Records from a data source
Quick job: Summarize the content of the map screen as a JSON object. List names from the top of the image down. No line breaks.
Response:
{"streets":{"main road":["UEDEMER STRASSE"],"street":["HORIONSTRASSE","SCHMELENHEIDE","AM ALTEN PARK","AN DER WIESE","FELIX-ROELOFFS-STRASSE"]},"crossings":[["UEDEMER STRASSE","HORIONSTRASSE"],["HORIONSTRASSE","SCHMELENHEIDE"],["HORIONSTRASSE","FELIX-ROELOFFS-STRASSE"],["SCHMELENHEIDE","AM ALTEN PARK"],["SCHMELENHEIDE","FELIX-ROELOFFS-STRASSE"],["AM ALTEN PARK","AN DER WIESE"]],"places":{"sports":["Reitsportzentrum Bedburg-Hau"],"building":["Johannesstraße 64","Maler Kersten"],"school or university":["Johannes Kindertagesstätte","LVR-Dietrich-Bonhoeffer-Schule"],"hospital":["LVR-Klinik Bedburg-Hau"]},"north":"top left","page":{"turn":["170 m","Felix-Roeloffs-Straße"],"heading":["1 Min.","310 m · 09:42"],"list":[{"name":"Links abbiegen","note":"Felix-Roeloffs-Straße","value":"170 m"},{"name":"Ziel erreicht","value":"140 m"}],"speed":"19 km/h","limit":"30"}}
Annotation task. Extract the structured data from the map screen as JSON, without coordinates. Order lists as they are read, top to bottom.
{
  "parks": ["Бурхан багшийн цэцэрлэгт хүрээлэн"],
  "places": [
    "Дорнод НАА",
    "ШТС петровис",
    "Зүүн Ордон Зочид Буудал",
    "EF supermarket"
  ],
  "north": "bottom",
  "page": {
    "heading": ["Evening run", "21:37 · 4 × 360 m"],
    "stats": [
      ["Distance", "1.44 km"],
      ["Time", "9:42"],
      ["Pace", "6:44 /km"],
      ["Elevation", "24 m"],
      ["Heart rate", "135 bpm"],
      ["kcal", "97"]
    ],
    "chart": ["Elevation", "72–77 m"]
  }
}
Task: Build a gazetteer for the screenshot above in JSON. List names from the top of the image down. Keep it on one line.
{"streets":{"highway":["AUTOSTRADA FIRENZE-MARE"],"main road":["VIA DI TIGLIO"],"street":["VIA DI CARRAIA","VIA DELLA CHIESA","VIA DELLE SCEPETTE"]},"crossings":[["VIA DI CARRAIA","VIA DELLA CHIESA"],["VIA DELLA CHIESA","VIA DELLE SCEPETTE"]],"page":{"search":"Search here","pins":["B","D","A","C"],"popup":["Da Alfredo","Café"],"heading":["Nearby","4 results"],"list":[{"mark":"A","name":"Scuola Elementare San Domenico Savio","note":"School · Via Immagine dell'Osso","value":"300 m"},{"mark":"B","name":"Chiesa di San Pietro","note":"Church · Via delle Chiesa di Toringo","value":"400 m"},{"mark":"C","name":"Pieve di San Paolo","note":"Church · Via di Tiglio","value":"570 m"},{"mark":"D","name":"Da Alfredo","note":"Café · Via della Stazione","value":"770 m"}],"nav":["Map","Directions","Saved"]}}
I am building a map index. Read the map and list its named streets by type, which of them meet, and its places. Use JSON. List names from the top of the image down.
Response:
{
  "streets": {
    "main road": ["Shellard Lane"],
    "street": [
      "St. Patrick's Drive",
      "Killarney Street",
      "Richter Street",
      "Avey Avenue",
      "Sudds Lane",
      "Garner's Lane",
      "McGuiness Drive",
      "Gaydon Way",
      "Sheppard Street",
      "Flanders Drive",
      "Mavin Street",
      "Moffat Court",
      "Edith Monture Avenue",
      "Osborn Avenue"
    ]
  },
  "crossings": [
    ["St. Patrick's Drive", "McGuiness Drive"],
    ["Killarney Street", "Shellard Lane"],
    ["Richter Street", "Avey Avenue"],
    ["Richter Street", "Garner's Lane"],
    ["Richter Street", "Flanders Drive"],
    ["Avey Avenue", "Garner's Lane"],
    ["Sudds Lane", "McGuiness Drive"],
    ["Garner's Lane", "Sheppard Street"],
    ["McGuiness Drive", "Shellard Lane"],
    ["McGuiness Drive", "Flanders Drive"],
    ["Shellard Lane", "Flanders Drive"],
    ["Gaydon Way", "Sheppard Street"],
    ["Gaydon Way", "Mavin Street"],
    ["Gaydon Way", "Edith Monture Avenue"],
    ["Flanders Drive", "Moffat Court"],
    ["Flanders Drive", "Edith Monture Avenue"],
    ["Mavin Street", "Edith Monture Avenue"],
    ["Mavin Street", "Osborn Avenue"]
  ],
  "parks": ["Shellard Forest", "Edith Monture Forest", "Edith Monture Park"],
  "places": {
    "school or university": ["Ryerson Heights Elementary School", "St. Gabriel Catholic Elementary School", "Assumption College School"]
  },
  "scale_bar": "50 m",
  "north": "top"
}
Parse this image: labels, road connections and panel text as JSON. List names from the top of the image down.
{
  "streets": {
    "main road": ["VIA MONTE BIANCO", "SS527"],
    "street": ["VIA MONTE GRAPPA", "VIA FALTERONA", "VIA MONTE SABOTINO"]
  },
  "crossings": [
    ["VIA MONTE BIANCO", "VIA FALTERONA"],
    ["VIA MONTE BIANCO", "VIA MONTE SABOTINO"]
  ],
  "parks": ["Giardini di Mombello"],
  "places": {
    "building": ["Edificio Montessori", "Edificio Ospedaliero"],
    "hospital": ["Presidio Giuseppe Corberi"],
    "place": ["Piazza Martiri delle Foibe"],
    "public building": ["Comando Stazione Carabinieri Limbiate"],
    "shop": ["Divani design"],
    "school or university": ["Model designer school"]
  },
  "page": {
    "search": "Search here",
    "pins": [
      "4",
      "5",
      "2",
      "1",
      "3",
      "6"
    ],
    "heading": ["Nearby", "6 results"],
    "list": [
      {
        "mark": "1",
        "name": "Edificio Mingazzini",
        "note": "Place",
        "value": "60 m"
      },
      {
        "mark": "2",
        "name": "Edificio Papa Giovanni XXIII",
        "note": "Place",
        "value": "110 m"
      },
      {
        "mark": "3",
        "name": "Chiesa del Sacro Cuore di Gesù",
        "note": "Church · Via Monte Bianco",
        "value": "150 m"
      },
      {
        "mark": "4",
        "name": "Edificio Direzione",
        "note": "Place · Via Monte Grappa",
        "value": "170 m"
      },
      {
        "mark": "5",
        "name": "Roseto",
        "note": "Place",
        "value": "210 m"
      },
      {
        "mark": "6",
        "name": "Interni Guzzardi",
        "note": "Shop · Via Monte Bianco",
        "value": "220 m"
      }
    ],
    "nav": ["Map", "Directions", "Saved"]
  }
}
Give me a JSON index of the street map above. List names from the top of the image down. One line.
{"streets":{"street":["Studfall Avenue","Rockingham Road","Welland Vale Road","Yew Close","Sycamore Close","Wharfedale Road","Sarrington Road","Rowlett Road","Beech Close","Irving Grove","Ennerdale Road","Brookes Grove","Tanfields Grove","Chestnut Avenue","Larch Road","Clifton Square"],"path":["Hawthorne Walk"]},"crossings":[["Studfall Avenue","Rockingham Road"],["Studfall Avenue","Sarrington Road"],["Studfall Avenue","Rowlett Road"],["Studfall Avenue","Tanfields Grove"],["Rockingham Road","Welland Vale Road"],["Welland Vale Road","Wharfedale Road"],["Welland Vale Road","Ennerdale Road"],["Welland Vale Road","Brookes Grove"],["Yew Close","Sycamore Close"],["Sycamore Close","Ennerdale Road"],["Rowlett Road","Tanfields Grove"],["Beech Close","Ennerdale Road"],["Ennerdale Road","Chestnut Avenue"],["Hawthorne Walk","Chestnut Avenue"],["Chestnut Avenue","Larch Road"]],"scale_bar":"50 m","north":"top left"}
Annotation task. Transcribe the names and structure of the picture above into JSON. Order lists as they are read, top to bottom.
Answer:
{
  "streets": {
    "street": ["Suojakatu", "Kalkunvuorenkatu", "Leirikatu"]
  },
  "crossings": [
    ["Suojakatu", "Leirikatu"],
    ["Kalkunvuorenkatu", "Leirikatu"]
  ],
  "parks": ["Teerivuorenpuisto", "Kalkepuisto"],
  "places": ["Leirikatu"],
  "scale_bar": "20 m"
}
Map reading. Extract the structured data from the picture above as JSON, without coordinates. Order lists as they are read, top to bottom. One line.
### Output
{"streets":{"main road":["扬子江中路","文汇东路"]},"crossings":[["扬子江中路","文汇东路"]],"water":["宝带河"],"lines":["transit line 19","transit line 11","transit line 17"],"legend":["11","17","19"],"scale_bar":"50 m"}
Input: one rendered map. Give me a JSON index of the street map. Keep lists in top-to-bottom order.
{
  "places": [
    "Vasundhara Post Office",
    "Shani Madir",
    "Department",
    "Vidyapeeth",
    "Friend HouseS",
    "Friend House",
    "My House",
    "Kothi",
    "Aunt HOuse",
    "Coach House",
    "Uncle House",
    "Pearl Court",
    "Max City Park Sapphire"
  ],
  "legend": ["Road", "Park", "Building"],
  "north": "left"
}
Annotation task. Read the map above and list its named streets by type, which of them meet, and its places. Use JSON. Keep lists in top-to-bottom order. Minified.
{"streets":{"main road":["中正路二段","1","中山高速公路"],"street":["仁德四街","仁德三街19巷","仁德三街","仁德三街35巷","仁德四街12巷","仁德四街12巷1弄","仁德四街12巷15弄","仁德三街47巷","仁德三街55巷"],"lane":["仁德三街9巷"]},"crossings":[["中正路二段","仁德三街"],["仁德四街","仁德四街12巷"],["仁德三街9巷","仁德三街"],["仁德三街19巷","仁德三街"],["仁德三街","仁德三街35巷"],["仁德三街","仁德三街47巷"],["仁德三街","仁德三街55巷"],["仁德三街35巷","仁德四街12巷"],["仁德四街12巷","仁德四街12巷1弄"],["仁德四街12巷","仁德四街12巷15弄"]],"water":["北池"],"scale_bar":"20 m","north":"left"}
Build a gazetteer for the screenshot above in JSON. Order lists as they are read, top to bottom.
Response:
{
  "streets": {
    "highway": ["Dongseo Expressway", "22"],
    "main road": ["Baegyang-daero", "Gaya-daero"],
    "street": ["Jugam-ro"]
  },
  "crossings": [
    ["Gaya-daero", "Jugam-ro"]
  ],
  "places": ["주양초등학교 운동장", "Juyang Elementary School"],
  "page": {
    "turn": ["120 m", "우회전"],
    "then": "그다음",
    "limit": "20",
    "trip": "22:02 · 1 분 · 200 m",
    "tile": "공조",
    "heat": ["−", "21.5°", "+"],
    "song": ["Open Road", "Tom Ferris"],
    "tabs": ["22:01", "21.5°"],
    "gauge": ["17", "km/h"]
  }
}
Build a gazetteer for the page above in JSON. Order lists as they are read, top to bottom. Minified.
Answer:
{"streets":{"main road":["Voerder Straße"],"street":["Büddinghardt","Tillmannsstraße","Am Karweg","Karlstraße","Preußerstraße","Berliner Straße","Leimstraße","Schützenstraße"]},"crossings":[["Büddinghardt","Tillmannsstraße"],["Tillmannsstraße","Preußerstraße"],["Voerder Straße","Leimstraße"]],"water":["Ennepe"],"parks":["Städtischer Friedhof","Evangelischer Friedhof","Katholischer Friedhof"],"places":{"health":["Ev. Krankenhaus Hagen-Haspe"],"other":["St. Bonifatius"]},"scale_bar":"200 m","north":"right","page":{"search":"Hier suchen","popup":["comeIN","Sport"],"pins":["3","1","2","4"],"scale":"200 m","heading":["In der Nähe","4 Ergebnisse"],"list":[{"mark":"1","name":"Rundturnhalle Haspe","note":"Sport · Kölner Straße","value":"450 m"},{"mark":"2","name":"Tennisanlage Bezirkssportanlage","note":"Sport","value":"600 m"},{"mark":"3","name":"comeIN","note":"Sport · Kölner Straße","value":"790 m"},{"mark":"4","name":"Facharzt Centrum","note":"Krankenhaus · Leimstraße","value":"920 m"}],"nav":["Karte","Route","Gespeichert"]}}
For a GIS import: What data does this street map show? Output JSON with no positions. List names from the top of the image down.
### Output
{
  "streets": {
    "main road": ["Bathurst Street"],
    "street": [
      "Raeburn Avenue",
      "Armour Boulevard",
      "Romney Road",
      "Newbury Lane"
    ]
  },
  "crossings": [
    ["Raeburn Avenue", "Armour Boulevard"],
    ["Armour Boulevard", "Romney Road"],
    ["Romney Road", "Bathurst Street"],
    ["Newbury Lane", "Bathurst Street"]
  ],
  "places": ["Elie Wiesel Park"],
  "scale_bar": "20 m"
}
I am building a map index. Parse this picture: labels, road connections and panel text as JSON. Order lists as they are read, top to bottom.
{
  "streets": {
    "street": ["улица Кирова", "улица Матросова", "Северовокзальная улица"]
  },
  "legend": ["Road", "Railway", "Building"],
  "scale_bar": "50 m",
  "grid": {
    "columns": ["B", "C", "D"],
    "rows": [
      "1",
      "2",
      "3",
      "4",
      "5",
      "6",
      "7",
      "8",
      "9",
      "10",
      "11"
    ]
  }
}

| TASK GOAL |
Within the data above, the lines from the one with "Annotation task. Read" to the one with "Build a gazetteer for the screenshot above in JSON. Order" must be repeated exactly; no other line belongs in the answer.

| ANSWER AREA |
Annotation task. Read the map above and list its named streets by type, which of them meet, and its places. Use JSON. Keep lists in top-to-bottom order. Minified.
{"streets":{"main road":["中正路二段","1","中山高速公路"],"street":["仁德四街","仁德三街19巷","仁德三街","仁德三街35巷","仁德四街12巷","仁德四街12巷1弄","仁德四街12巷15弄","仁德三街47巷","仁德三街55巷"],"lane":["仁德三街9巷"]},"crossings":[["中正路二段","仁德三街"],["仁德四街","仁德四街12巷"],["仁德三街9巷","仁德三街"],["仁德三街19巷","仁德三街"],["仁德三街","仁德三街35巷"],["仁德三街","仁德三街47巷"],["仁德三街","仁德三街55巷"],["仁德三街35巷","仁德四街12巷"],["仁德四街12巷","仁德四街12巷1弄"],["仁德四街12巷","仁德四街12巷15弄"]],"water":["北池"],"scale_bar":"20 m","north":"left"}
Build a gazetteer for the screenshot above in JSON. Order lists as they are read, top to bottom.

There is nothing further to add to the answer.